女性に対する不信感を強めつつもふたり目の妻と再婚。女児をもうけるも、彼女は三國さんの大嫌いな大酒飲みだったため不仲に。そしてまだ婚姻中にもかかわらず、後に3人目の妻となるA子さんと同棲を始める。1952年のことだった。そのころすでに三國さんは人気俳優として活躍していた。
「A子さんは東京・神楽坂の売れっ子芸者でした。ふたりの同棲は大きく報じられたんですが、それで夫の不倫を知った2番目の奥さんがすぐに離婚訴訟を起こしたんです。慰謝料請求は当時の金額で200万円。三國さんは財産のほとんどを慰謝料に持っていかれてしまったそうです」(映画関係者)

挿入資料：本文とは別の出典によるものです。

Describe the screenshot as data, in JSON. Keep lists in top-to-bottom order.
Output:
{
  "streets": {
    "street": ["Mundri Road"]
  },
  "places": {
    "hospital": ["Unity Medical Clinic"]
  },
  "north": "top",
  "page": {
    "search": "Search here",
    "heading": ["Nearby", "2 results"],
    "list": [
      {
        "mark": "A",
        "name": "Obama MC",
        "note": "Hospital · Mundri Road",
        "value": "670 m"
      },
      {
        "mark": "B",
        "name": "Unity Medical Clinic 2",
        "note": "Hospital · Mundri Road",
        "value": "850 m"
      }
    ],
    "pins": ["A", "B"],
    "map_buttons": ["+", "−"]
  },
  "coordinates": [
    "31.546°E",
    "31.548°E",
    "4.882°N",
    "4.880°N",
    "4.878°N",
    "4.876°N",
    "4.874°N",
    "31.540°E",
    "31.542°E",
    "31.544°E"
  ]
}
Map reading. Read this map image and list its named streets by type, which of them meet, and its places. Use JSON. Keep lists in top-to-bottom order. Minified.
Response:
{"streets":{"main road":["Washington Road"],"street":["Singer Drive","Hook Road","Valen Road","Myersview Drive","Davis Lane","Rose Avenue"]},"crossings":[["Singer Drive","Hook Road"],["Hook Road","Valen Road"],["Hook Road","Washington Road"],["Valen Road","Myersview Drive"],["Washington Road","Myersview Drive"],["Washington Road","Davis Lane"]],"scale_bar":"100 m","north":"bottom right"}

A子さんとは1957年に結婚し、その3年後に長男が誕生。それが佐藤浩市(52才)だ。しかし幸せな生活はすぐに破綻を迎える。A子さんは仕事柄、着物や帯を大量に買い込み、毎晩のように酒を飲んで帰る。しかし三國さんはそれに我慢できないこともあって、女優の故・太地喜和子さん(享年48)ら多くの女性たちと浮き名を流し、家に戻らない日々が続いた。
A子さんとの関係は完全に終わっていたが、三國さんはまだ小学校低学年だった息子を思って何通も手紙を送った。無責任とは思いながらも、自分の思いを伝えるために、冒頭には必ず「これは君が大きくならないと理解できないかもしれないけど」とつけて。
そして1972年、三國さんはA子さんとの離婚を決める。まだ小学6年生だった佐藤を箱根の十国峠に連れて行き、三國さんはきっぱりこう言い放ったという。
「ここで、お前と別れる。今日から他人になる。一切関係を絶つ。これからひとりで一生懸命生きてくれ」
三國さんに棄てられ、母とふたりで生活することになった佐藤。しかしその生活も、彼にとっては忘れがたき苦しい日々となった。
「三國さんと別れた後、A子さんはスナック経営を始めたんですが、佐藤さんが中学校に上がると、内縁の男性が現れたんです。思春期だった佐藤さんは、内縁の男性との3人の生活に耐えきれず、“この家に自分の居場所はない”と高校2年生の時に家を飛び出したんです」(佐藤の知人)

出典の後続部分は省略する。